For the second time in less than a month, Phoenix Cos. CEO James Wehr says he disagrees with a rating agencies decision to downgrade the Hartford insurer’s credit.
Moody’s Investors Service downgraded Phoenix’s senior debt rating to junk-bond status, which indicates that it may have a higher risk of default due to the company’s declining capital.
In August, Standard & Poor’s Corp. cut credit ratings for Phoenix and several of its subsidiaries a day after the company reported a $111 million loss for the second quarter on declining sales.
“We respectfully disagree with Moody`s action,” Wehr said in a statement. “However, given the environment in which rating agencies are now operating, we are not surprised by it.”

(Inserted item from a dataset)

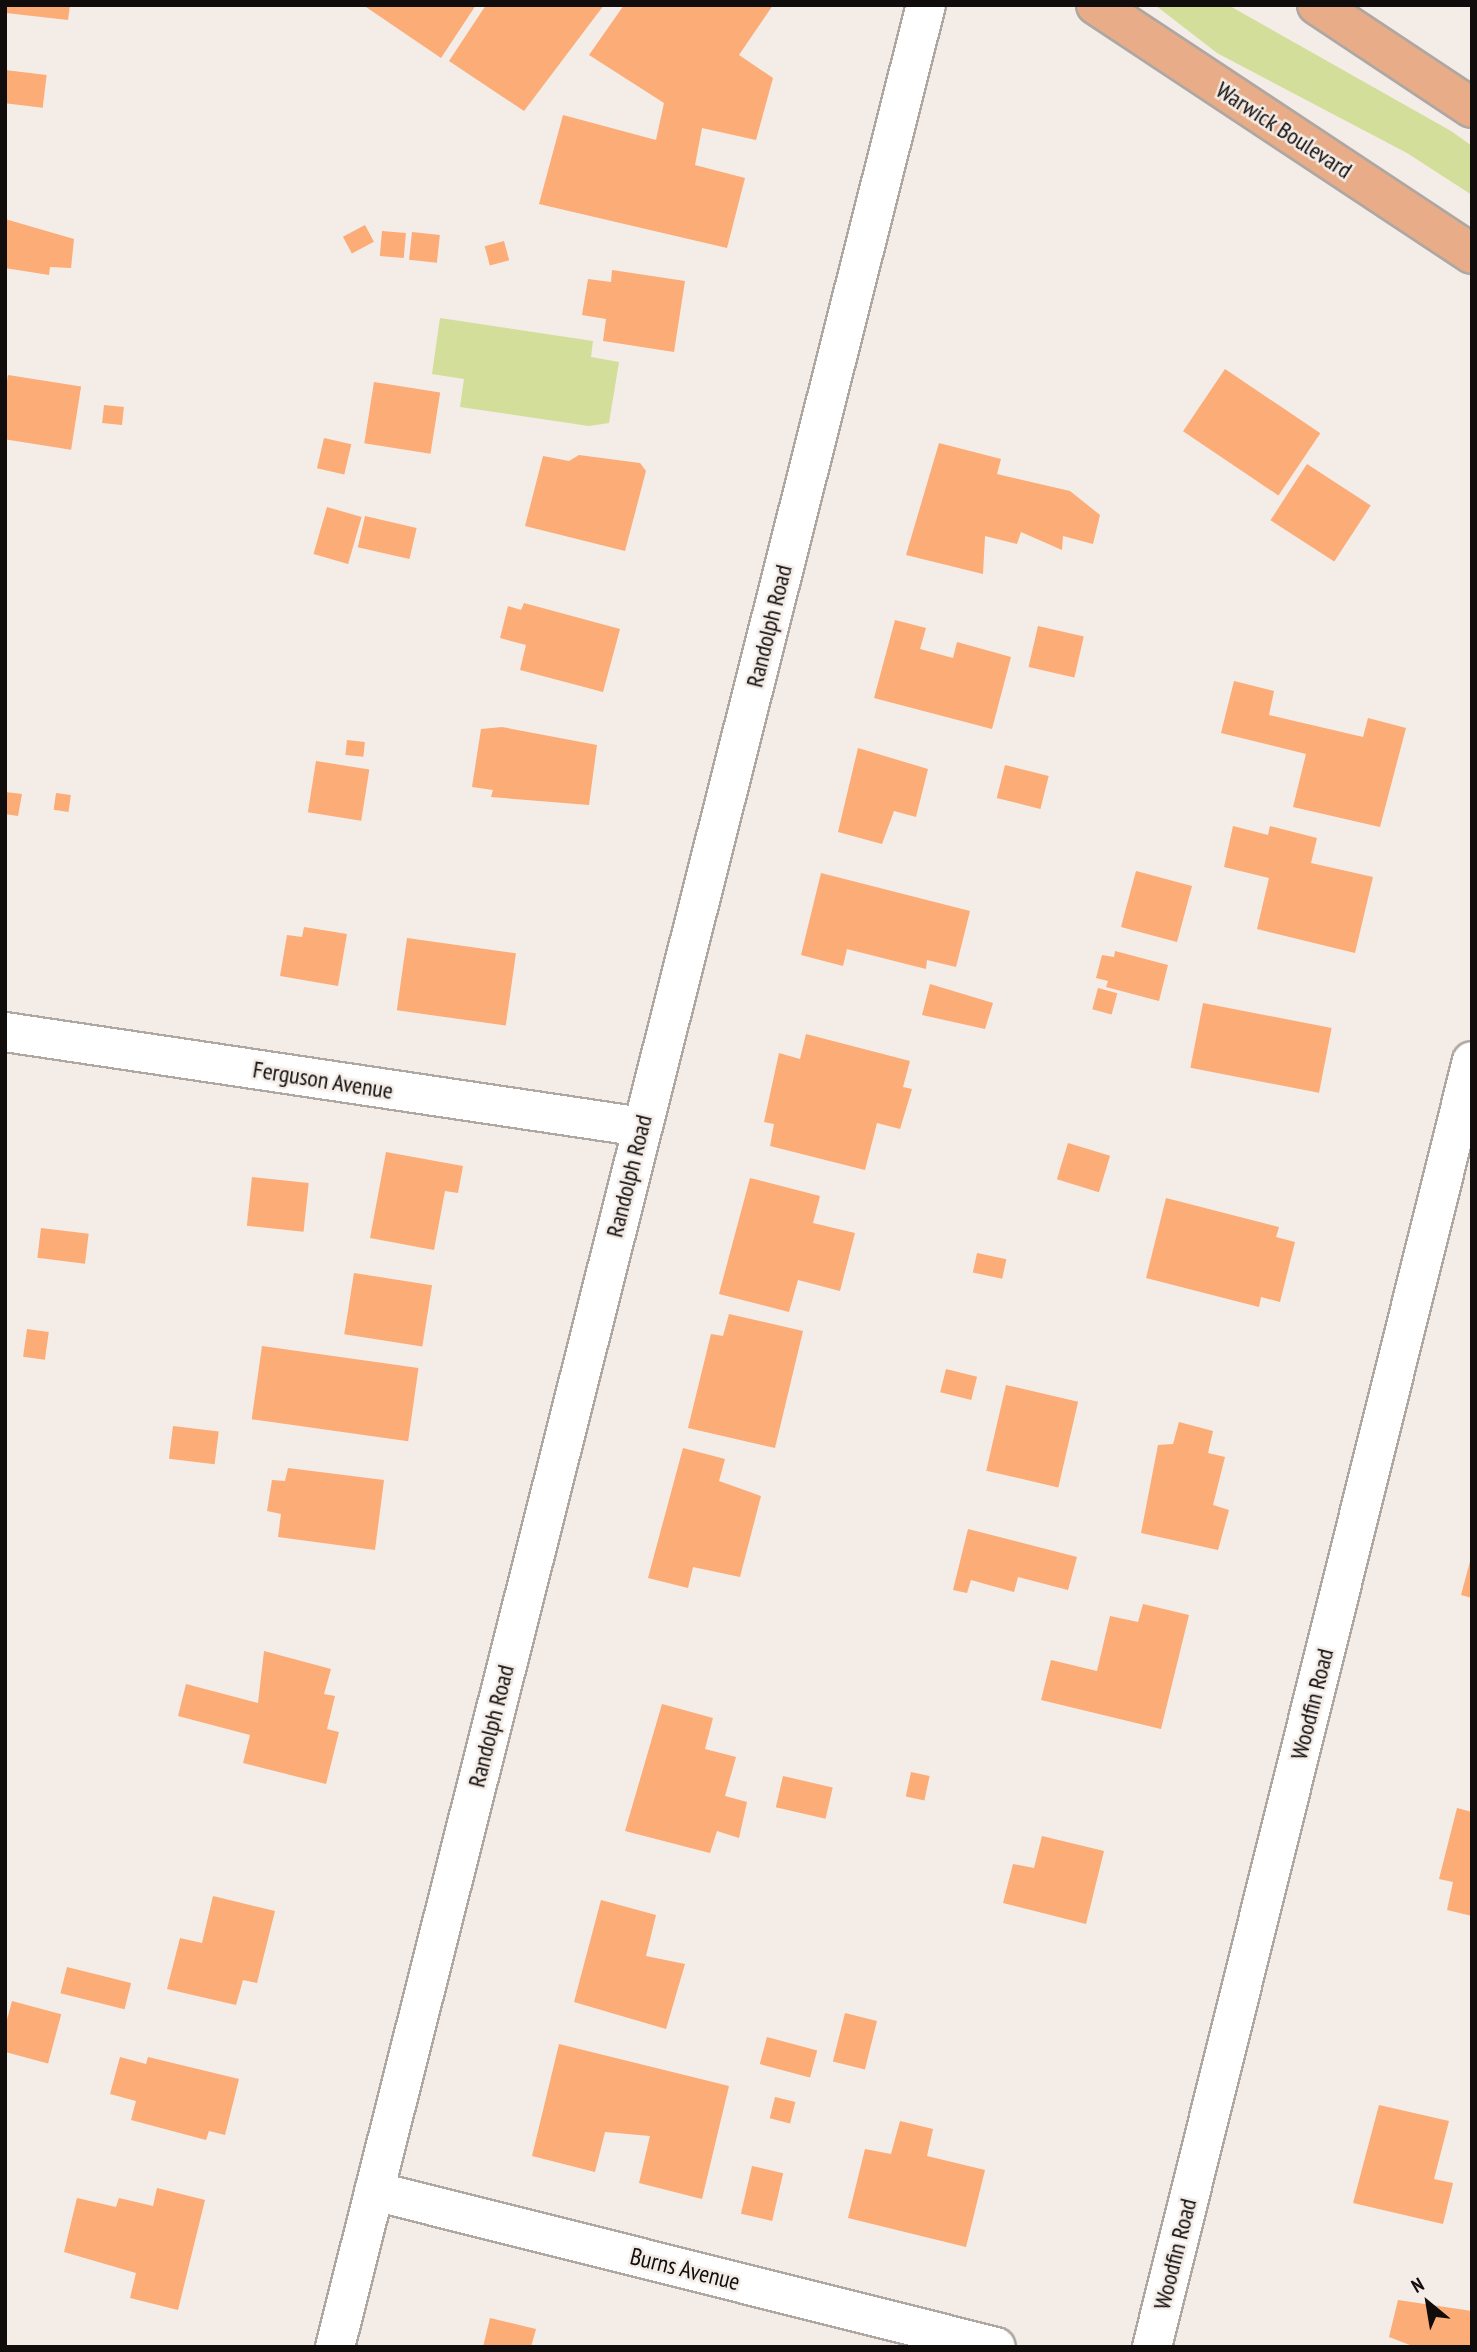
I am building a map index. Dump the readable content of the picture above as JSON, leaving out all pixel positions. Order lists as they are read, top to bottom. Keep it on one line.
{"streets":{"main road":["Warwick Boulevard"],"street":["Randolph Road","Ferguson Avenue","Woodfin Road","Burns Avenue"]},"crossings":[["Randolph Road","Ferguson Avenue"],["Randolph Road","Burns Avenue"]],"north":"top left"}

Moody’s downgraded the company’s senior debt rating to “B1” from “Ba2,” and also cut the insurance financial strength rating of the company’s life insurance subsidiaries.
Moody’s said in a statement the outlook is negative, reflecting “the challenges that management faces in maintaining the company’s liquidity position without overly compromising investment earnings, the pace of negative cash flows from the company’s in-force block, as well as concerns about the ability of the company to stabilize and improve its capital position given its weak earnings capacity.”
Wehr said Phoenix is “a work in progress and that the company is committed to maintaining a healthy balance sheet and policyholder security, while it reduces expenses and pursues a new business strategy that recognizes the realities of these ratings.
“We remain confident that we will succeed in re-positioning Phoenix,” Wehr said.